Each entry needs to be reproduced exactly, with none left out.

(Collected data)
|---|

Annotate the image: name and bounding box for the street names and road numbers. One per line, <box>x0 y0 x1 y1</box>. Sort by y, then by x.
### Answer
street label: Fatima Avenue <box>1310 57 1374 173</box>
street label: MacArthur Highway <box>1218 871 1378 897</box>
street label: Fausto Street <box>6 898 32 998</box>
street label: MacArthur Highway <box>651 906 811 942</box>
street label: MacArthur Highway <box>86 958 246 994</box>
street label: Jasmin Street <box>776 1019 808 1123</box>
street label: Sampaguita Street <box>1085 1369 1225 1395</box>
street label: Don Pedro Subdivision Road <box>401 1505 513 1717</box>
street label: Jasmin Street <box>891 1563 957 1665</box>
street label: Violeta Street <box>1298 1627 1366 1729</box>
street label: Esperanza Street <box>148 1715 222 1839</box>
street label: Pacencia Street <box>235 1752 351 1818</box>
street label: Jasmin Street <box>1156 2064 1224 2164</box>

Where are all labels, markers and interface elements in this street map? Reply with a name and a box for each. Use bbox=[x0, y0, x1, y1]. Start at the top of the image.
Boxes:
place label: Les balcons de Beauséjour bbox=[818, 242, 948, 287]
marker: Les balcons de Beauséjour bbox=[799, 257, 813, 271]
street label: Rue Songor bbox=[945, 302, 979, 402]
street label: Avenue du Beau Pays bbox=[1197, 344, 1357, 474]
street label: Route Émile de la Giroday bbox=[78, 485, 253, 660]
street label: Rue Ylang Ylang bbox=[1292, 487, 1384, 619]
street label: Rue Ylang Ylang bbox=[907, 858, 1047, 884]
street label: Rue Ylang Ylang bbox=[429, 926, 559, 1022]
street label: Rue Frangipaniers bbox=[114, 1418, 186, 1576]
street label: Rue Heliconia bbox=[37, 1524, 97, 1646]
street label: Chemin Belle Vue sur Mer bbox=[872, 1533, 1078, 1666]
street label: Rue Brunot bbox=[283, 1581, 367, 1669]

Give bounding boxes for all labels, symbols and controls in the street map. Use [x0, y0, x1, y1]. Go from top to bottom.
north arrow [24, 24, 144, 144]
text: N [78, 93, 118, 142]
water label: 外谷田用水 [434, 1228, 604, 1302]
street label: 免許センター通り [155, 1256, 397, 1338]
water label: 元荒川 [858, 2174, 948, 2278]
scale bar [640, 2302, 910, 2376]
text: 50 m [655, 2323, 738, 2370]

|---|

TASK ANSWER:
Annotate the image: name and bounding box for the street names and road numbers. One per line, <box>x0 y0 x1 y1</box>. Sort by y, then by x.
### Answer
street label: Fatima Avenue <box>1310 57 1374 173</box>
street label: MacArthur Highway <box>1218 871 1378 897</box>
street label: Fausto Street <box>6 898 32 998</box>
street label: MacArthur Highway <box>651 906 811 942</box>
street label: MacArthur Highway <box>86 958 246 994</box>
street label: Jasmin Street <box>776 1019 808 1123</box>
street label: Sampaguita Street <box>1085 1369 1225 1395</box>
street label: Don Pedro Subdivision Road <box>401 1505 513 1717</box>
street label: Jasmin Street <box>891 1563 957 1665</box>
street label: Violeta Street <box>1298 1627 1366 1729</box>
street label: Esperanza Street <box>148 1715 222 1839</box>
street label: Pacencia Street <box>235 1752 351 1818</box>
street label: Jasmin Street <box>1156 2064 1224 2164</box>

Where are all labels, markers and interface elements in this street map? Reply with a name and a box for each. Use bbox=[x0, y0, x1, y1]. Start at the top of the image.
Boxes:
place label: Les balcons de Beauséjour bbox=[818, 242, 948, 287]
marker: Les balcons de Beauséjour bbox=[799, 257, 813, 271]
street label: Rue Songor bbox=[945, 302, 979, 402]
street label: Avenue du Beau Pays bbox=[1197, 344, 1357, 474]
street label: Route Émile de la Giroday bbox=[78, 485, 253, 660]
street label: Rue Ylang Ylang bbox=[1292, 487, 1384, 619]
street label: Rue Ylang Ylang bbox=[907, 858, 1047, 884]
street label: Rue Ylang Ylang bbox=[429, 926, 559, 1022]
street label: Rue Frangipaniers bbox=[114, 1418, 186, 1576]
street label: Rue Heliconia bbox=[37, 1524, 97, 1646]
street label: Chemin Belle Vue sur Mer bbox=[872, 1533, 1078, 1666]
street label: Rue Brunot bbox=[283, 1581, 367, 1669]

Give bounding boxes for all labels, symbols and controls in the street map. Use [x0, y0, x1, y1]. Go from top to bottom.
north arrow [24, 24, 144, 144]
text: N [78, 93, 118, 142]
water label: 外谷田用水 [434, 1228, 604, 1302]
street label: 免許センター通り [155, 1256, 397, 1338]
water label: 元荒川 [858, 2174, 948, 2278]
scale bar [640, 2302, 910, 2376]
text: 50 m [655, 2323, 738, 2370]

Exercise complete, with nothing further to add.